# WHAT IS REQUIRED:
Within the listing below, show every line that contains the word "cover".
*** Begin section ***
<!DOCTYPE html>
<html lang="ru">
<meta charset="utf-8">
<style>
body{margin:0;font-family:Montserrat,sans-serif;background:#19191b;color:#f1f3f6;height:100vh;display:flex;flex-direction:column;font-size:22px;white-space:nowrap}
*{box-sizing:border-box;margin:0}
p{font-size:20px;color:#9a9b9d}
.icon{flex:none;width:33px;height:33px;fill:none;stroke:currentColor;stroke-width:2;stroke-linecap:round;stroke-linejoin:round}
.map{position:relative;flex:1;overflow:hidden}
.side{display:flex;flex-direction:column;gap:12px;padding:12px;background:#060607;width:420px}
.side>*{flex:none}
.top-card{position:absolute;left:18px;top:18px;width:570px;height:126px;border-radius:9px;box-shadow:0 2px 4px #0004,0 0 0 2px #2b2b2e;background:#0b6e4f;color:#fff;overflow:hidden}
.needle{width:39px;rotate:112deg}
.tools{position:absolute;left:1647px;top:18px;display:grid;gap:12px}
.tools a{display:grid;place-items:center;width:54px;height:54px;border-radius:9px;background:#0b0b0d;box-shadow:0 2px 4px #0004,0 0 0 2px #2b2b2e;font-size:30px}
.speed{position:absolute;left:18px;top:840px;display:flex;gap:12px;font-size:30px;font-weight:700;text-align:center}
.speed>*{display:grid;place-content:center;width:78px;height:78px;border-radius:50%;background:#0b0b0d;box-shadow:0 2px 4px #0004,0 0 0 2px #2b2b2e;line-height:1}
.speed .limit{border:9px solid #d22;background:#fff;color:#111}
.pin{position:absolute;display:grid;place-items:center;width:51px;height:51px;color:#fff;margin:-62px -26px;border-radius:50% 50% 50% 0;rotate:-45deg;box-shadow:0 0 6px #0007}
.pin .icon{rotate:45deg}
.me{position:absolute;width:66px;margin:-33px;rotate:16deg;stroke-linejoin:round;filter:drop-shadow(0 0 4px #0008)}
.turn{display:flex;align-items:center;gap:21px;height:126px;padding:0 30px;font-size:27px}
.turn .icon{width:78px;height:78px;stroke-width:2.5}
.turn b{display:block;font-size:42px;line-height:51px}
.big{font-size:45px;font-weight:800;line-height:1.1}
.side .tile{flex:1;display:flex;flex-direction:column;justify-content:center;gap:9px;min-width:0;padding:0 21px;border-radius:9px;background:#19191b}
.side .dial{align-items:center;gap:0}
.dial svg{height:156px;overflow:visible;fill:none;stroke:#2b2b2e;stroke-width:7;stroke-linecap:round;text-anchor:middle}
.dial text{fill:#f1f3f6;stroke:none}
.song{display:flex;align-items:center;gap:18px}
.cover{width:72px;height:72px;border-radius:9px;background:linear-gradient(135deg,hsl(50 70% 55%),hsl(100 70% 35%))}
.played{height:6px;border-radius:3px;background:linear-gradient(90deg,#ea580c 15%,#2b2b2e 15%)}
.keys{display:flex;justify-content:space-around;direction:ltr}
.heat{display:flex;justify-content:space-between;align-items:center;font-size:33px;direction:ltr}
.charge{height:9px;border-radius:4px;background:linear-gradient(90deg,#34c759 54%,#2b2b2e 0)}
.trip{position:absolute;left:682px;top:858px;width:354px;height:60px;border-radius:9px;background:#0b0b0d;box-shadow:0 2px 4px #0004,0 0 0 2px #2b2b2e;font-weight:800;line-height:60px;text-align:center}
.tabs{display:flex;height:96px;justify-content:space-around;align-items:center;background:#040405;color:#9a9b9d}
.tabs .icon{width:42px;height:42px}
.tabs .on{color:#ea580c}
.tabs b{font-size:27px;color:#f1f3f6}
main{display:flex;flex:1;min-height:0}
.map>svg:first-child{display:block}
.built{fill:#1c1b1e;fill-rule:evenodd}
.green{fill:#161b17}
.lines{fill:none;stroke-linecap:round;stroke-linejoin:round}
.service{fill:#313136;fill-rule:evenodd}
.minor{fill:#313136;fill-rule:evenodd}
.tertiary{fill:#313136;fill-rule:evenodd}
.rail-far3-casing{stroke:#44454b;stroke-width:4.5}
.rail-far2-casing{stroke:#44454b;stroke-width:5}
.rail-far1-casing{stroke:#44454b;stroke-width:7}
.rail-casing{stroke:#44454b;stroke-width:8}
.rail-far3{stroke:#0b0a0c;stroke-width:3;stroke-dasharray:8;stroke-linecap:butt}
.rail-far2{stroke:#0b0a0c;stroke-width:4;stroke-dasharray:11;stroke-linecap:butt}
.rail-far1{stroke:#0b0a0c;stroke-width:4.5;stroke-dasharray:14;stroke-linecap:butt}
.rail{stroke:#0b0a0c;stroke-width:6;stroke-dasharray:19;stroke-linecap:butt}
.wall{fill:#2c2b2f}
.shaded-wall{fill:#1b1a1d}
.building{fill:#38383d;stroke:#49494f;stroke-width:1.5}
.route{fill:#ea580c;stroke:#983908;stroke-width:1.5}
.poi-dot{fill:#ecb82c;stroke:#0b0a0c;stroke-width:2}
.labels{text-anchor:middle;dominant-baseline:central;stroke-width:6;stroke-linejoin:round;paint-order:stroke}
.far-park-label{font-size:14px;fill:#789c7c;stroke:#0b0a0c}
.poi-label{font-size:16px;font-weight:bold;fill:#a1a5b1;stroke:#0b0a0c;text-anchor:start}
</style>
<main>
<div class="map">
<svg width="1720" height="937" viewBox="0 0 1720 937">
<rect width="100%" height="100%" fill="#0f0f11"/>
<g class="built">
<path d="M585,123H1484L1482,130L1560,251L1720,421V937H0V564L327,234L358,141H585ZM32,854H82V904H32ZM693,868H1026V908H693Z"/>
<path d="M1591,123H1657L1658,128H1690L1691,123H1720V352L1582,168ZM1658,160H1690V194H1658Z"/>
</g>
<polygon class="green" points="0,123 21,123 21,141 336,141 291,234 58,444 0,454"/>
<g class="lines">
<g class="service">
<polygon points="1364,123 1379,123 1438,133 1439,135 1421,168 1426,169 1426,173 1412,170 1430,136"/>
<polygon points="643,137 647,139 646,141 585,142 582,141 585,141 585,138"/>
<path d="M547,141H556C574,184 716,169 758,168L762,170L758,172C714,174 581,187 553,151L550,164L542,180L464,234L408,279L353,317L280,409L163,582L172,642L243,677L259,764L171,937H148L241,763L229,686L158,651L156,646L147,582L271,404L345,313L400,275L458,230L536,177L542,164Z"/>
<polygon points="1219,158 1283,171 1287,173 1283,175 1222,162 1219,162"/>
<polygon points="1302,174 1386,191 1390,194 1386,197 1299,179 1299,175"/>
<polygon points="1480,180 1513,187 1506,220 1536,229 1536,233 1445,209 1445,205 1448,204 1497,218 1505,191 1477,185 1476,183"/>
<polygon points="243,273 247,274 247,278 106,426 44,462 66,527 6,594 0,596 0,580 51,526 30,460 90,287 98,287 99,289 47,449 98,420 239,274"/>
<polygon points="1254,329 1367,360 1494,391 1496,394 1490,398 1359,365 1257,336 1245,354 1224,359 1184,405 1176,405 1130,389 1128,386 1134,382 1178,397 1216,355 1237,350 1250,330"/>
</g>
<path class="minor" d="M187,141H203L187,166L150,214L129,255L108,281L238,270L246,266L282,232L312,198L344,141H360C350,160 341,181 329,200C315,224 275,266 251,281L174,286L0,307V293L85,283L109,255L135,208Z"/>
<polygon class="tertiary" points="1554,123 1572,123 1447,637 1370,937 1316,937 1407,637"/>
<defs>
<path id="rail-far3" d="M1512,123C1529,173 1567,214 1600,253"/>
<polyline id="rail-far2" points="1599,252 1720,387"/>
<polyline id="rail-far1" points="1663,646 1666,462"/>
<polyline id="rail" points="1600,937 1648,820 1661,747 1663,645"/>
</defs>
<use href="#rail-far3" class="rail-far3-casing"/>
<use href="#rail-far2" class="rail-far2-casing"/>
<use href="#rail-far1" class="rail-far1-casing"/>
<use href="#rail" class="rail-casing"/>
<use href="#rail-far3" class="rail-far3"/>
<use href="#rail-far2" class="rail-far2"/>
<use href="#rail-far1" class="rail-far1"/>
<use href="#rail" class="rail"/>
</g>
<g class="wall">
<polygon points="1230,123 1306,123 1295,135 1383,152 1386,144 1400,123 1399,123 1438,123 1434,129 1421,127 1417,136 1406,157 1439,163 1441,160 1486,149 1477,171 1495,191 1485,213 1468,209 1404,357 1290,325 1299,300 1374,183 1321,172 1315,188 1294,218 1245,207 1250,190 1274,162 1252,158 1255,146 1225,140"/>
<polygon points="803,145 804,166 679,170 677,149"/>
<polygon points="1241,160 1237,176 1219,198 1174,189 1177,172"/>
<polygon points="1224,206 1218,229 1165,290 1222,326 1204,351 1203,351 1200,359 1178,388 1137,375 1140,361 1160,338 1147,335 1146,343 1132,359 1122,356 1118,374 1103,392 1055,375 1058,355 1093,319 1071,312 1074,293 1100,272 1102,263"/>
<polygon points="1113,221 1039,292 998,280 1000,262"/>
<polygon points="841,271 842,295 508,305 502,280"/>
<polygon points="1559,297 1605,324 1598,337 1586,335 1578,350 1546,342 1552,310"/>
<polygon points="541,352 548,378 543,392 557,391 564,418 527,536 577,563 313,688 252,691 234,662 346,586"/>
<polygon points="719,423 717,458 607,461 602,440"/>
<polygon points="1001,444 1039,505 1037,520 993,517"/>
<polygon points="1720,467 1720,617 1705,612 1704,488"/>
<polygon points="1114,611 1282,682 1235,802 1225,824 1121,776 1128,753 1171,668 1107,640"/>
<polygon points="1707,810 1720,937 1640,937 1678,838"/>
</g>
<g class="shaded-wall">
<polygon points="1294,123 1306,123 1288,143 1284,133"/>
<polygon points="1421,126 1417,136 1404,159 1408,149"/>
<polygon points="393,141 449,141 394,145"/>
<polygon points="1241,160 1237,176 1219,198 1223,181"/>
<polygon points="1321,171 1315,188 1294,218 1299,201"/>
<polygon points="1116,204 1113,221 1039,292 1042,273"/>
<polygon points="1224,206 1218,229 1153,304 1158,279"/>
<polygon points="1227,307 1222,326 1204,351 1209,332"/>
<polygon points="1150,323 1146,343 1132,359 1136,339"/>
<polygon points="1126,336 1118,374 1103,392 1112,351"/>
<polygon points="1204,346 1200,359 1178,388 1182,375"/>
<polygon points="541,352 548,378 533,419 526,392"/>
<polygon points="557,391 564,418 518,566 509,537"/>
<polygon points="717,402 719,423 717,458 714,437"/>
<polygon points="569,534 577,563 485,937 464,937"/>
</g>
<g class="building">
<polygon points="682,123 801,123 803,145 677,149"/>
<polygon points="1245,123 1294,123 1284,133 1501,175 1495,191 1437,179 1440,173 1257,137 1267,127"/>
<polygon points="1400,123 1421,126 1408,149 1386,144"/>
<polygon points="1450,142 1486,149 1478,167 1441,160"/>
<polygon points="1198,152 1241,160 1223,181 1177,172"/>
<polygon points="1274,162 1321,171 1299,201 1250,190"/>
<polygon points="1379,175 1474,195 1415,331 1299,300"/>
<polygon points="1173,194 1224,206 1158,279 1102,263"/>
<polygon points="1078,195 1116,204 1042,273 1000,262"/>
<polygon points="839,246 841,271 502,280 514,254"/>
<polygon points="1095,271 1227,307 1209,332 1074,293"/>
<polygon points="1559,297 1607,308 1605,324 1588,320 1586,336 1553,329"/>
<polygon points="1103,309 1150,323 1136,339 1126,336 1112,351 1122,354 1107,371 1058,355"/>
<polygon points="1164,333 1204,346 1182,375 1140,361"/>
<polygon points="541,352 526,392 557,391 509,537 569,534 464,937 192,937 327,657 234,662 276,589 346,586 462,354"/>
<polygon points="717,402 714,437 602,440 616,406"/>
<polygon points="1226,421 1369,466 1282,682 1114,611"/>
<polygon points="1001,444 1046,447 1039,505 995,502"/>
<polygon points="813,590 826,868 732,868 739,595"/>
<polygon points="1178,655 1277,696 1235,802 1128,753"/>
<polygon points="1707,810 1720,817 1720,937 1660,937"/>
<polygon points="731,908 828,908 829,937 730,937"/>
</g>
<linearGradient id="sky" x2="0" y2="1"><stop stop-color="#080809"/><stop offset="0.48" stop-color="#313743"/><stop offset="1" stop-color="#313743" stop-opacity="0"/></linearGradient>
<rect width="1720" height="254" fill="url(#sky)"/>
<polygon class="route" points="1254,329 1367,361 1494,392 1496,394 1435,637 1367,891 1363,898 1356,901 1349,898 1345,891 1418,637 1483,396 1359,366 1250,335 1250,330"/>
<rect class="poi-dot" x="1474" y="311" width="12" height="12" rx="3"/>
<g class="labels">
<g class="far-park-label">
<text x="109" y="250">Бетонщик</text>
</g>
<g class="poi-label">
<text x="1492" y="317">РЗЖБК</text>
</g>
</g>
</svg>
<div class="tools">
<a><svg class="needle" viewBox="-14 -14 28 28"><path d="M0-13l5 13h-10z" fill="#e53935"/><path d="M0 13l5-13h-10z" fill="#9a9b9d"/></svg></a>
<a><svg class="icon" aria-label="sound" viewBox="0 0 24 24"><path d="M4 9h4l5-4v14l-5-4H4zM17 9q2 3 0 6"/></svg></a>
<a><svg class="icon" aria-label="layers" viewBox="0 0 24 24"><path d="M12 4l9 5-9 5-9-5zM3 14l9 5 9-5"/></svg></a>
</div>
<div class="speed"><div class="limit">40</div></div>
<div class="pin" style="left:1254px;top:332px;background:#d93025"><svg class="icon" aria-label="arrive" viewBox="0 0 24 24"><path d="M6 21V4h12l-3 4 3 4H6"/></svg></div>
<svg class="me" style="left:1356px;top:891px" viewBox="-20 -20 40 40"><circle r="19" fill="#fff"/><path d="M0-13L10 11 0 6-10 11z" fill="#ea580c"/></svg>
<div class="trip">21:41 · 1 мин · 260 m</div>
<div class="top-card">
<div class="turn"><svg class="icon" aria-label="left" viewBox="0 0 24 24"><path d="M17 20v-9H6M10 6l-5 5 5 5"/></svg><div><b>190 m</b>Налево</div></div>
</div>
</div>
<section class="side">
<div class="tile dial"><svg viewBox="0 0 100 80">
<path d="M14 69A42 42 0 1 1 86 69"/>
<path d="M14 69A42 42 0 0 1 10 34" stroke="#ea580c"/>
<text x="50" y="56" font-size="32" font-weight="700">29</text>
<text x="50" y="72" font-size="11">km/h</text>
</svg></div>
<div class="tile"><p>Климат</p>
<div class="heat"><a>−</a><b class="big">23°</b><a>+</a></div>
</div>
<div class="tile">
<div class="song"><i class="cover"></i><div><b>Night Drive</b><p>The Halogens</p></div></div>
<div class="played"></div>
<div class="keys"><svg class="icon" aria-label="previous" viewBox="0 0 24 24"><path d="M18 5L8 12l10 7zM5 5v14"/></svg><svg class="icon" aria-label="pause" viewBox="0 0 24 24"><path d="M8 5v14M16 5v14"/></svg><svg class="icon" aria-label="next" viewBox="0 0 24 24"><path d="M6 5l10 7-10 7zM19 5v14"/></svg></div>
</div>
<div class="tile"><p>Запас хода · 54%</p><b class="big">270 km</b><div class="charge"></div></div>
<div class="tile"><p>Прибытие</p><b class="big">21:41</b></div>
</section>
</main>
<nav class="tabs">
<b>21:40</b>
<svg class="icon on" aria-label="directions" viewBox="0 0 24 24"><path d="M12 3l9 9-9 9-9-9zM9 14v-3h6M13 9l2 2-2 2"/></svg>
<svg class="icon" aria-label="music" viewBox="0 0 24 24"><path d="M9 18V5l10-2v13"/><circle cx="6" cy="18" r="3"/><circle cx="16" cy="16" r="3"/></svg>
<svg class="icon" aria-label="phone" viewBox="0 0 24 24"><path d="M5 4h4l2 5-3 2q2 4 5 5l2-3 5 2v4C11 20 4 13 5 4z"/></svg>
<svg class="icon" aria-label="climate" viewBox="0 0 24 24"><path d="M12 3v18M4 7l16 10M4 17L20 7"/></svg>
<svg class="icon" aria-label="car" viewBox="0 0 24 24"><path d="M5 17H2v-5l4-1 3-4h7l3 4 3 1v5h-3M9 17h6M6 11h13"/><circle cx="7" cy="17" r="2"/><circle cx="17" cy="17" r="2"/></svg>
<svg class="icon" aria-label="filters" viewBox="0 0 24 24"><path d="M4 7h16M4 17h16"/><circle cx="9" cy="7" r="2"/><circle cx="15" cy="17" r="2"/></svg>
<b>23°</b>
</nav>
*** End section ***
# OUTPUT FOR THIS EXERCISE:
.cover{width:72px;height:72px;border-radius:9px;background:linear-gradient(135deg,hsl(50 70% 55%),hsl(100 70% 35%))}
<div class="song"><i class="cover"></i><div><b>Night Drive</b><p>The Halogens</p></div></div>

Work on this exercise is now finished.